▶ _WORK REQUIRED_
Could you repeat the records below exactly, without the pictures?

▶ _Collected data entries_
---

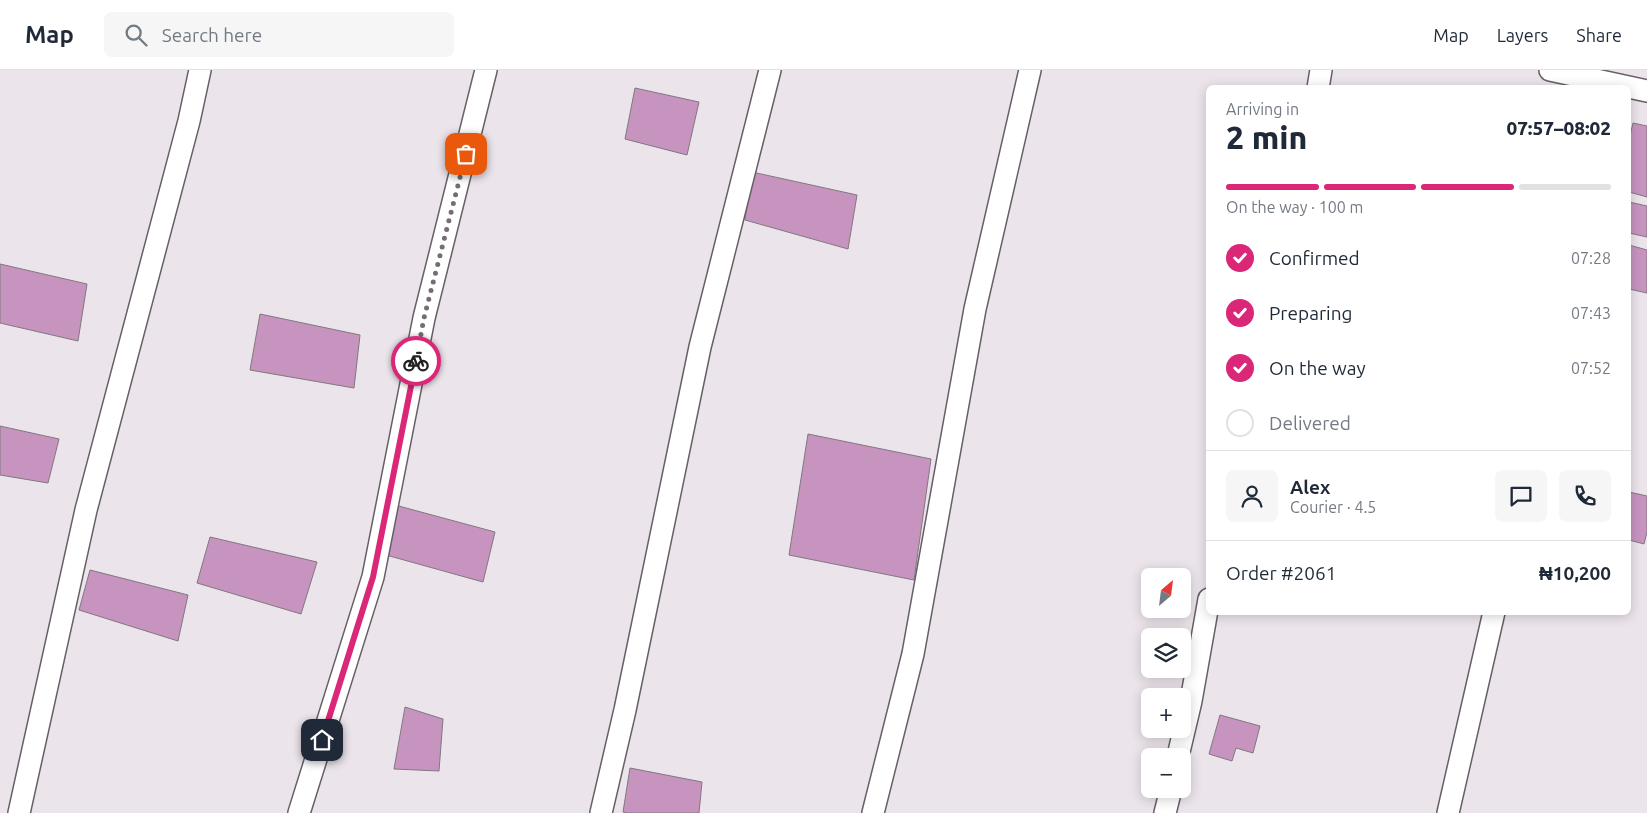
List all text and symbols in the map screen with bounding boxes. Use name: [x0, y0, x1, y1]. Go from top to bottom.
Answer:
search box: [104, 12, 454, 57]
text: Map: [25, 21, 74, 48]
icon: search: [122, 21, 150, 49]
text: Search here: [162, 24, 262, 46]
text: Map: [1433, 25, 1469, 45]
text: Layers: [1497, 25, 1548, 45]
text: Share: [1576, 25, 1622, 45]
text: Arriving in: [1226, 100, 1299, 118]
text: 07:57–08:02: [1506, 117, 1611, 139]
text: 2 min: [1226, 119, 1307, 155]
pin: [445, 133, 487, 175]
icon: bag: [452, 140, 480, 168]
text: On the way · 100 m: [1226, 198, 1363, 216]
icon: check: [1226, 244, 1254, 272]
text: Confirmed: [1269, 247, 1360, 269]
text: 07:28: [1571, 249, 1611, 267]
icon: check: [1226, 299, 1254, 327]
text: Preparing: [1269, 302, 1353, 324]
text: 07:43: [1571, 304, 1611, 322]
courier: [391, 336, 441, 386]
icon: bike: [402, 347, 430, 375]
icon: check: [1226, 354, 1254, 382]
text: On the way: [1269, 357, 1366, 379]
text: 07:52: [1571, 359, 1611, 377]
text: Delivered: [1269, 412, 1351, 434]
button: person: [1226, 470, 1278, 522]
button: chat: [1495, 470, 1547, 522]
button: phone: [1559, 470, 1611, 522]
text: Alex: [1290, 476, 1330, 498]
text: Courier · 4.5: [1290, 498, 1376, 516]
text: Order #2061: [1226, 562, 1336, 584]
text: ₦10,200: [1539, 562, 1611, 584]
north arrow: [1141, 568, 1191, 618]
map controls: [1141, 568, 1191, 798]
button: layers: [1141, 628, 1191, 678]
button: +: [1141, 688, 1191, 738]
pin: [301, 719, 343, 761]
icon: home: [308, 726, 336, 754]
button: −: [1141, 748, 1191, 798]

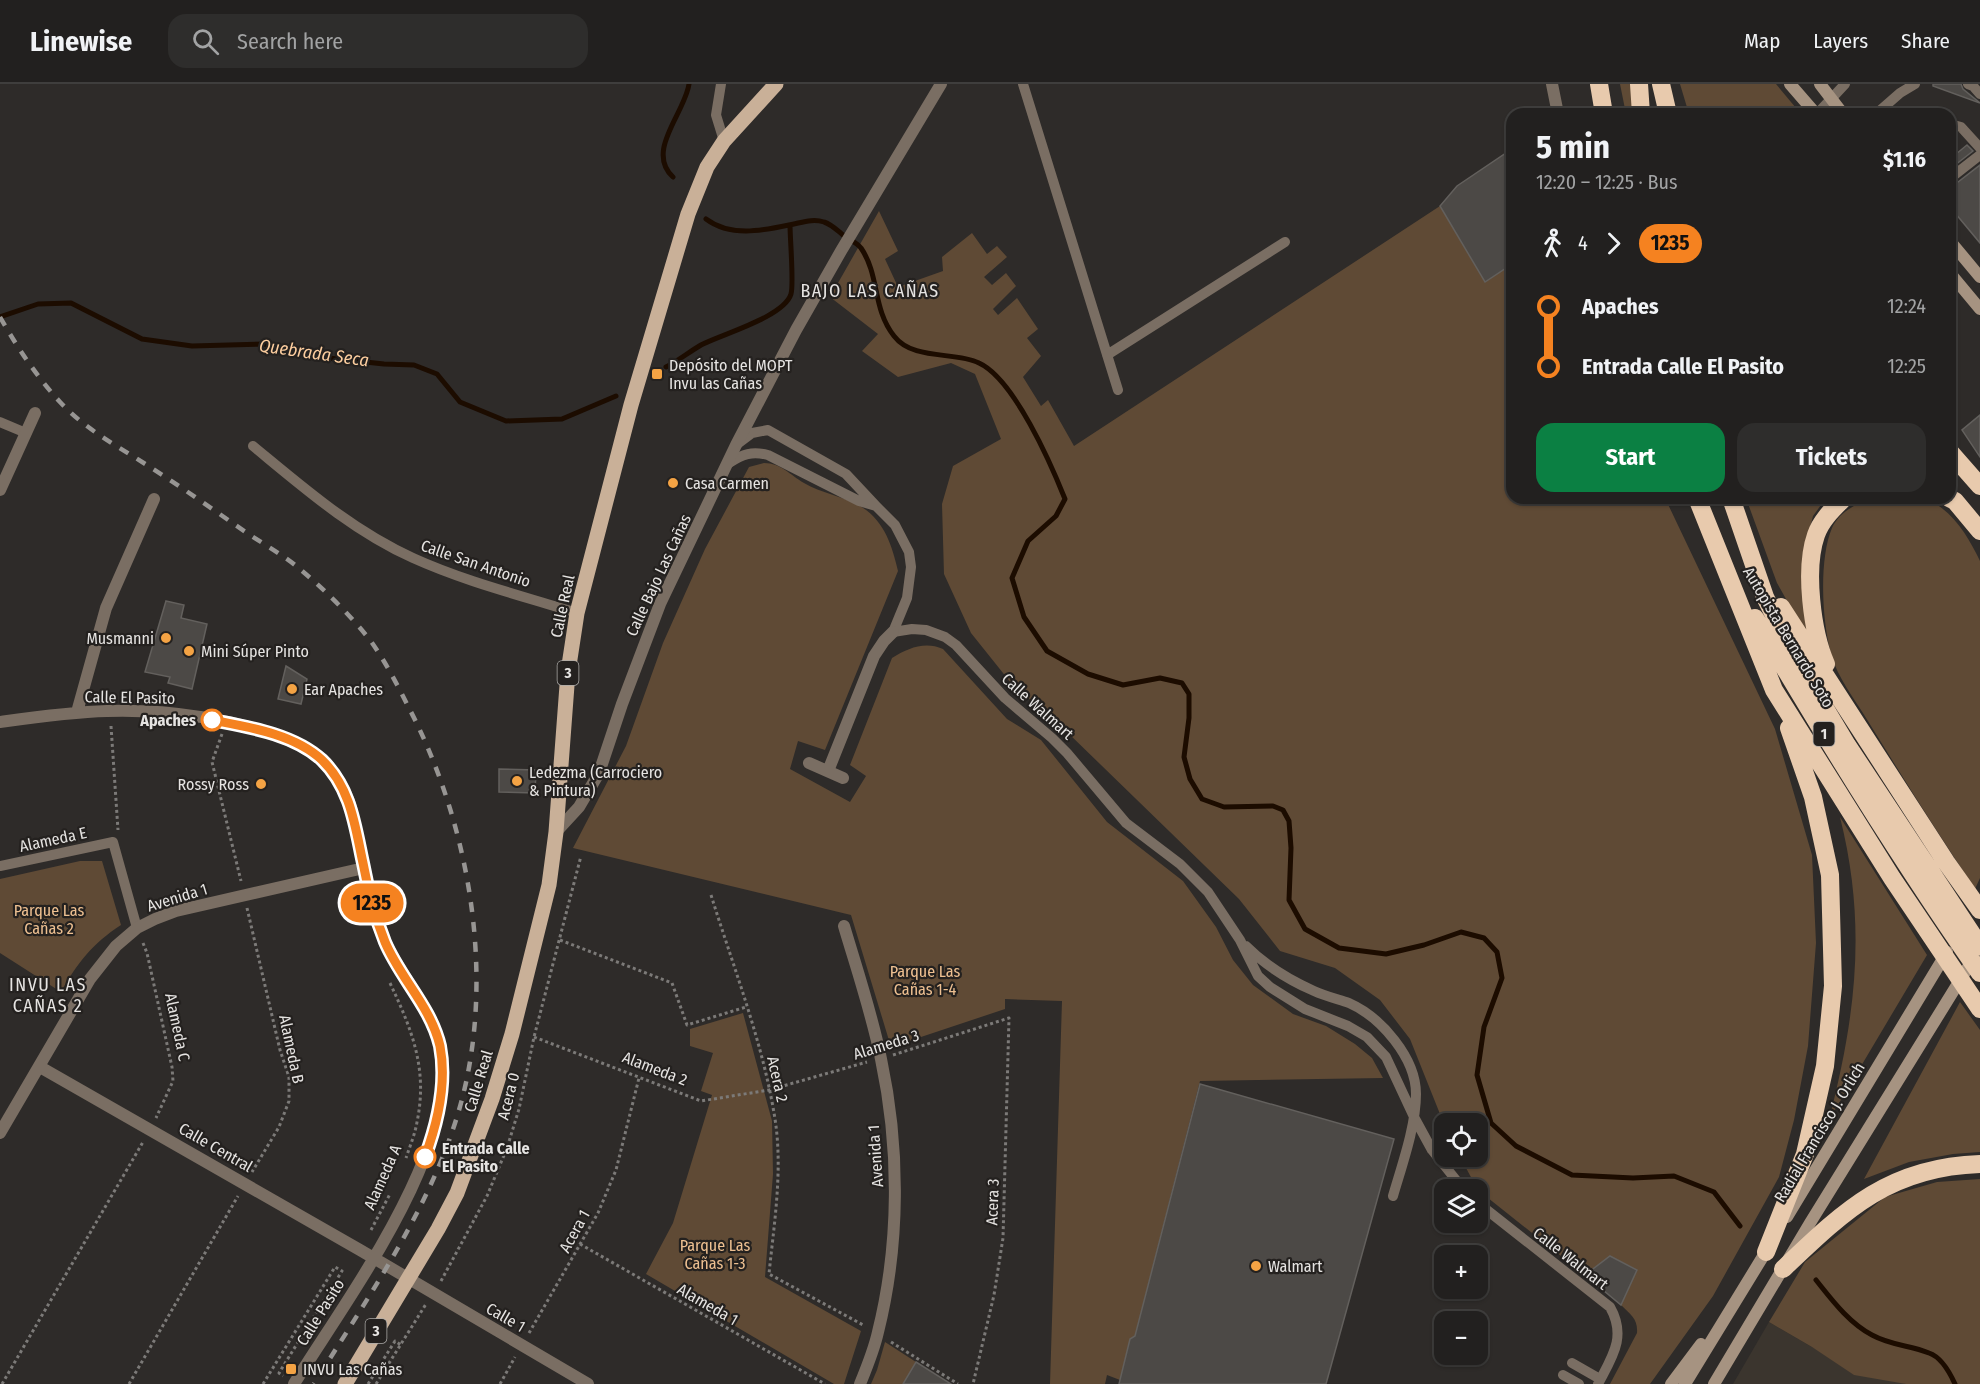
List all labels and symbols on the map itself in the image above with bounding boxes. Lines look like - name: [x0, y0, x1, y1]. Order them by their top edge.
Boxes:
- district label: BAJO LAS CAÑAS: [800, 280, 940, 302]
- water label: Quebrada Seca: [258, 334, 370, 372]
- place label: Depósito del MOPT Invu las Cañas: [669, 356, 793, 393]
- marker: Depósito del MOPT Invu las Cañas: [650, 367, 664, 381]
- place label: Casa Carmen: [685, 474, 769, 493]
- marker: Casa Carmen: [666, 476, 680, 490]
- street label: Calle Bajo Las Cañas: [622, 511, 695, 639]
- street label: Calle San Antonio: [418, 536, 533, 591]
- street label: Autopista Bernardo Soto: [1739, 564, 1838, 711]
- street label: Calle Real: [547, 573, 578, 639]
- place label: Musmanni: [86, 629, 154, 648]
- marker: Musmanni: [159, 631, 173, 645]
- place label: Mini Súper Pinto: [201, 642, 309, 661]
- marker: Mini Súper Pinto: [182, 644, 196, 658]
- road number: 3: [558, 661, 578, 685]
- street label: Calle Walmart: [998, 669, 1078, 744]
- place label: Ear Apaches: [304, 680, 383, 699]
- marker: Ear Apaches: [285, 682, 299, 696]
- street label: Calle El Pasito: [85, 687, 175, 708]
- marker: Apaches: [201, 709, 223, 731]
- place label: Apaches: [139, 711, 196, 730]
- road number: 1: [1814, 722, 1834, 746]
- place label: Ledezma (Carrociero & Pintura): [529, 763, 662, 800]
- marker: Ledezma (Carrociero & Pintura): [510, 774, 524, 788]
- place label: Rossy Ross: [178, 775, 249, 794]
- marker: Rossy Ross: [254, 777, 268, 791]
- street label: Alameda E: [18, 823, 88, 856]
- street label: Avenida 1: [145, 879, 210, 916]
- line badge: 1235: [330, 884, 414, 922]
- park label: Parque Las Cañas 2: [14, 901, 84, 938]
- park label: Parque Las Cañas 1-4: [890, 962, 960, 999]
- district label: INVU LAS CAÑAS 2: [9, 974, 87, 1017]
- street label: Alameda C: [161, 991, 194, 1063]
- street label: Alameda B: [275, 1013, 308, 1085]
- street label: Alameda 3: [851, 1025, 921, 1064]
- street label: Alameda 2: [620, 1047, 690, 1089]
- street label: Calle Real: [460, 1048, 497, 1114]
- street label: Acera 2: [763, 1054, 792, 1104]
- street label: Radial Francisco J. Orlich: [1770, 1059, 1869, 1206]
- street label: Acera 0: [493, 1071, 523, 1122]
- street label: Calle Central: [175, 1119, 256, 1176]
- street label: Avenida 1: [864, 1124, 887, 1188]
- place label: Entrada Calle El Pasito: [442, 1139, 530, 1176]
- street label: Alameda A: [360, 1141, 405, 1213]
- marker: Entrada Calle El Pasito: [414, 1146, 436, 1168]
- street label: Acera 3: [982, 1178, 1003, 1226]
- street label: Acera 1: [555, 1207, 594, 1256]
- street label: Calle Walmart: [1529, 1223, 1613, 1294]
- park label: Parque Las Cañas 1-3: [680, 1236, 750, 1273]
- place label: Walmart: [1268, 1257, 1323, 1276]
- marker: Walmart: [1249, 1259, 1263, 1273]
- street label: Calle Pasito: [292, 1275, 348, 1349]
- street label: Alameda 1: [674, 1279, 742, 1329]
- street label: Calle 1: [483, 1299, 529, 1336]
- road number: 3: [366, 1319, 386, 1343]
- place label: INVU Las Cañas: [303, 1360, 402, 1379]
- marker: INVU Las Cañas: [284, 1362, 298, 1376]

---

▶ _SOLUTION TO THE PROBLEM_
List all text and symbols in the map screen with bounding boxes. Use name: [x0, y0, x1, y1]. Go from top to bottom.
Answer:
search box: [104, 12, 454, 57]
text: Map: [25, 21, 74, 48]
icon: search: [122, 21, 150, 49]
text: Search here: [162, 24, 262, 46]
text: Map: [1433, 25, 1469, 45]
text: Layers: [1497, 25, 1548, 45]
text: Share: [1576, 25, 1622, 45]
text: Arriving in: [1226, 100, 1299, 118]
text: 07:57–08:02: [1506, 117, 1611, 139]
text: 2 min: [1226, 119, 1307, 155]
pin: [445, 133, 487, 175]
icon: bag: [452, 140, 480, 168]
text: On the way · 100 m: [1226, 198, 1363, 216]
icon: check: [1226, 244, 1254, 272]
text: Confirmed: [1269, 247, 1360, 269]
text: 07:28: [1571, 249, 1611, 267]
icon: check: [1226, 299, 1254, 327]
text: Preparing: [1269, 302, 1353, 324]
text: 07:43: [1571, 304, 1611, 322]
courier: [391, 336, 441, 386]
icon: bike: [402, 347, 430, 375]
icon: check: [1226, 354, 1254, 382]
text: On the way: [1269, 357, 1366, 379]
text: 07:52: [1571, 359, 1611, 377]
text: Delivered: [1269, 412, 1351, 434]
button: person: [1226, 470, 1278, 522]
button: chat: [1495, 470, 1547, 522]
button: phone: [1559, 470, 1611, 522]
text: Alex: [1290, 476, 1330, 498]
text: Courier · 4.5: [1290, 498, 1376, 516]
text: Order #2061: [1226, 562, 1336, 584]
text: ₦10,200: [1539, 562, 1611, 584]
north arrow: [1141, 568, 1191, 618]
map controls: [1141, 568, 1191, 798]
button: layers: [1141, 628, 1191, 678]
button: +: [1141, 688, 1191, 738]
pin: [301, 719, 343, 761]
icon: home: [308, 726, 336, 754]
button: −: [1141, 748, 1191, 798]

List all labels and symbols on the map itself in the image above with bounding boxes. Lines look like - name: [x0, y0, x1, y1]. Order them by their top edge.
Boxes:
- district label: BAJO LAS CAÑAS: [800, 280, 940, 302]
- water label: Quebrada Seca: [258, 334, 370, 372]
- place label: Depósito del MOPT Invu las Cañas: [669, 356, 793, 393]
- marker: Depósito del MOPT Invu las Cañas: [650, 367, 664, 381]
- place label: Casa Carmen: [685, 474, 769, 493]
- marker: Casa Carmen: [666, 476, 680, 490]
- street label: Calle Bajo Las Cañas: [622, 511, 695, 639]
- street label: Calle San Antonio: [418, 536, 533, 591]
- street label: Autopista Bernardo Soto: [1739, 564, 1838, 711]
- street label: Calle Real: [547, 573, 578, 639]
- place label: Musmanni: [86, 629, 154, 648]
- marker: Musmanni: [159, 631, 173, 645]
- place label: Mini Súper Pinto: [201, 642, 309, 661]
- marker: Mini Súper Pinto: [182, 644, 196, 658]
- road number: 3: [558, 661, 578, 685]
- street label: Calle Walmart: [998, 669, 1078, 744]
- place label: Ear Apaches: [304, 680, 383, 699]
- marker: Ear Apaches: [285, 682, 299, 696]
- street label: Calle El Pasito: [85, 687, 175, 708]
- marker: Apaches: [201, 709, 223, 731]
- place label: Apaches: [139, 711, 196, 730]
- road number: 1: [1814, 722, 1834, 746]
- place label: Ledezma (Carrociero & Pintura): [529, 763, 662, 800]
- marker: Ledezma (Carrociero & Pintura): [510, 774, 524, 788]
- place label: Rossy Ross: [178, 775, 249, 794]
- marker: Rossy Ross: [254, 777, 268, 791]
- street label: Alameda E: [18, 823, 88, 856]
- street label: Avenida 1: [145, 879, 210, 916]
- line badge: 1235: [330, 884, 414, 922]
- park label: Parque Las Cañas 2: [14, 901, 84, 938]
- park label: Parque Las Cañas 1-4: [890, 962, 960, 999]
- district label: INVU LAS CAÑAS 2: [9, 974, 87, 1017]
- street label: Alameda C: [161, 991, 194, 1063]
- street label: Alameda B: [275, 1013, 308, 1085]
- street label: Alameda 3: [851, 1025, 921, 1064]
- street label: Alameda 2: [620, 1047, 690, 1089]
- street label: Calle Real: [460, 1048, 497, 1114]
- street label: Acera 2: [763, 1054, 792, 1104]
- street label: Radial Francisco J. Orlich: [1770, 1059, 1869, 1206]
- street label: Acera 0: [493, 1071, 523, 1122]
- street label: Calle Central: [175, 1119, 256, 1176]
- street label: Avenida 1: [864, 1124, 887, 1188]
- place label: Entrada Calle El Pasito: [442, 1139, 530, 1176]
- street label: Alameda A: [360, 1141, 405, 1213]
- marker: Entrada Calle El Pasito: [414, 1146, 436, 1168]
- street label: Acera 3: [982, 1178, 1003, 1226]
- street label: Acera 1: [555, 1207, 594, 1256]
- street label: Calle Walmart: [1529, 1223, 1613, 1294]
- park label: Parque Las Cañas 1-3: [680, 1236, 750, 1273]
- place label: Walmart: [1268, 1257, 1323, 1276]
- marker: Walmart: [1249, 1259, 1263, 1273]
- street label: Calle Pasito: [292, 1275, 348, 1349]
- street label: Alameda 1: [674, 1279, 742, 1329]
- street label: Calle 1: [483, 1299, 529, 1336]
- road number: 3: [366, 1319, 386, 1343]
- place label: INVU Las Cañas: [303, 1360, 402, 1379]
- marker: INVU Las Cañas: [284, 1362, 298, 1376]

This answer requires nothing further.